▸ **The problem**: Report every line below that holds the word "Pestka".

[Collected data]
───

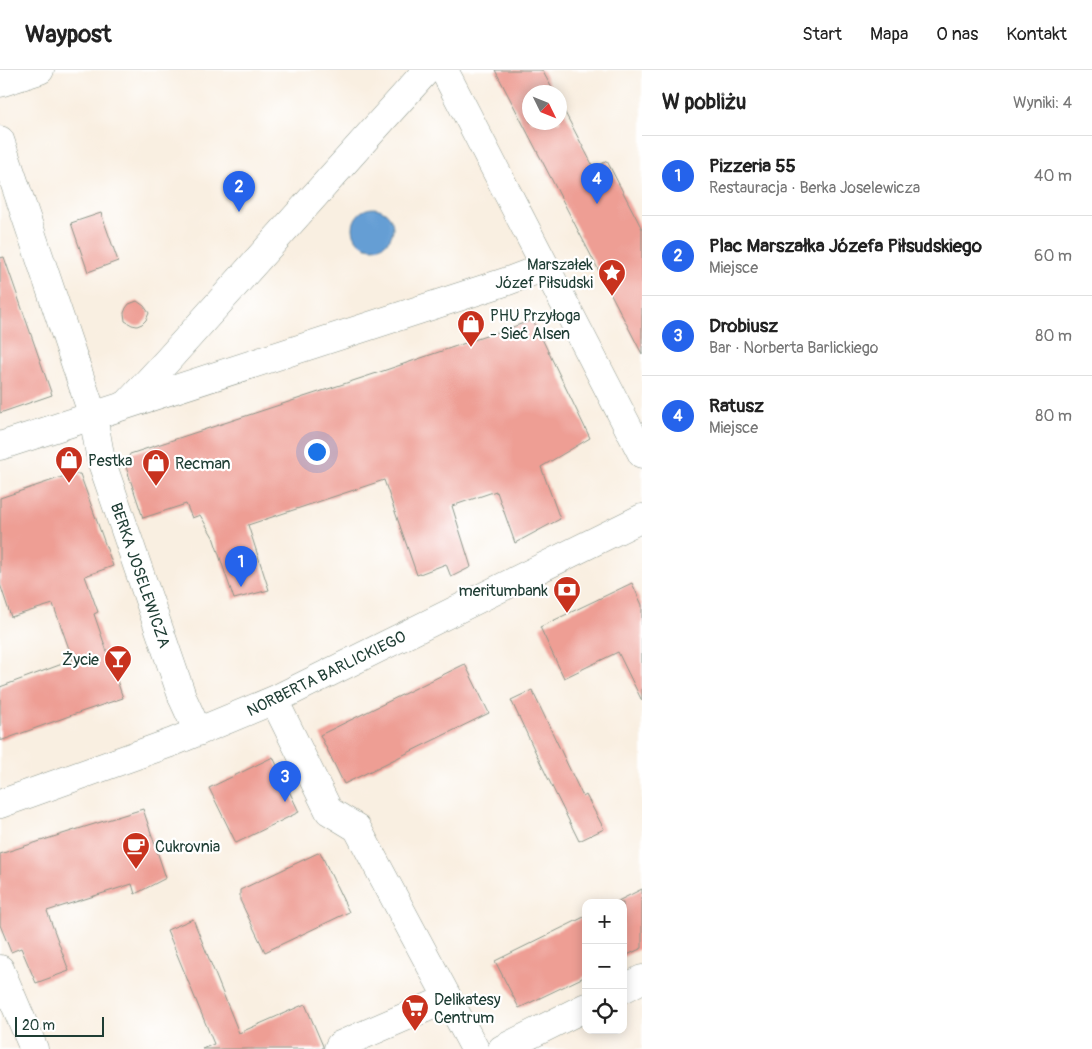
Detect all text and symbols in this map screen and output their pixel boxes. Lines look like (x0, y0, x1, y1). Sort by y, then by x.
text: Waypost (25, 20, 112, 49)
text: Start (802, 23, 842, 46)
text: Mapa (870, 23, 908, 46)
text: O nas (936, 23, 978, 46)
text: Kontakt (1006, 23, 1067, 46)
north arrow (522, 85, 567, 130)
text: W pobliżu (662, 89, 746, 116)
text: Wyniki: 4 (1013, 93, 1072, 113)
text: Pizzeria 55 (709, 154, 796, 178)
pin: 4 (581, 163, 613, 204)
text: 1 (675, 166, 681, 186)
text: 40 m (1034, 166, 1072, 186)
pin: 2 (223, 171, 255, 212)
text: Restauracja · Berka Joselewicza (709, 178, 920, 198)
text: Plac Marszałka Józefa Piłsudskiego (709, 234, 982, 258)
text: 2 (674, 246, 682, 266)
text: 60 m (1034, 246, 1072, 266)
place label: Marszałek Józef Piłsudski (495, 255, 593, 293)
place icon: Marszałek Józef Piłsudski (597, 258, 627, 297)
text: Miejsce (709, 258, 758, 278)
place label: PHU Przyłoga - Sieć Alsen (490, 306, 580, 344)
shop icon: PHU Przyłoga - Sieć Alsen (456, 309, 486, 348)
text: Drobiusz (709, 314, 778, 338)
text: 3 (674, 326, 682, 346)
text: 80 m (1035, 326, 1072, 346)
text: Bar · Norberta Barlickiego (709, 338, 878, 358)
text: Ratusz (709, 394, 764, 418)
text: 4 (673, 406, 683, 426)
text: 80 m (1035, 406, 1072, 426)
text: Miejsce (709, 418, 758, 438)
your location (304, 439, 330, 465)
shop icon: Pestka (54, 445, 84, 484)
shop icon: Recman (141, 448, 171, 487)
place label: Pestka (88, 451, 132, 471)
place label: Recman (175, 454, 231, 474)
street label: BERKA JOSELEWICZA (106, 500, 174, 651)
pin: 1 (225, 546, 257, 587)
bank icon: meritumbank (552, 575, 582, 614)
place label: meritumbank (459, 581, 548, 601)
street label: NORBERTA BARLICKIEGO (244, 627, 409, 721)
bar icon: Życie (103, 644, 133, 683)
place label: Życie (62, 650, 99, 670)
pin: 3 (269, 761, 301, 802)
cafe icon: Cukrovnia (121, 831, 151, 870)
place label: Cukrovnia (155, 837, 220, 857)
map controls (582, 899, 627, 1034)
button: + (582, 899, 627, 944)
button: − (582, 944, 627, 989)
button: locate (582, 989, 627, 1034)
place label: Delikatesy Centrum (434, 990, 501, 1028)
supermarket icon: Delikatesy Centrum (400, 993, 430, 1032)
scale bar (15, 1014, 104, 1037)
text: 20 m (22, 1017, 55, 1034)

───

▸ **Worked solution**:
shop icon: Pestka (54, 445, 84, 484)
place label: Pestka (88, 451, 132, 471)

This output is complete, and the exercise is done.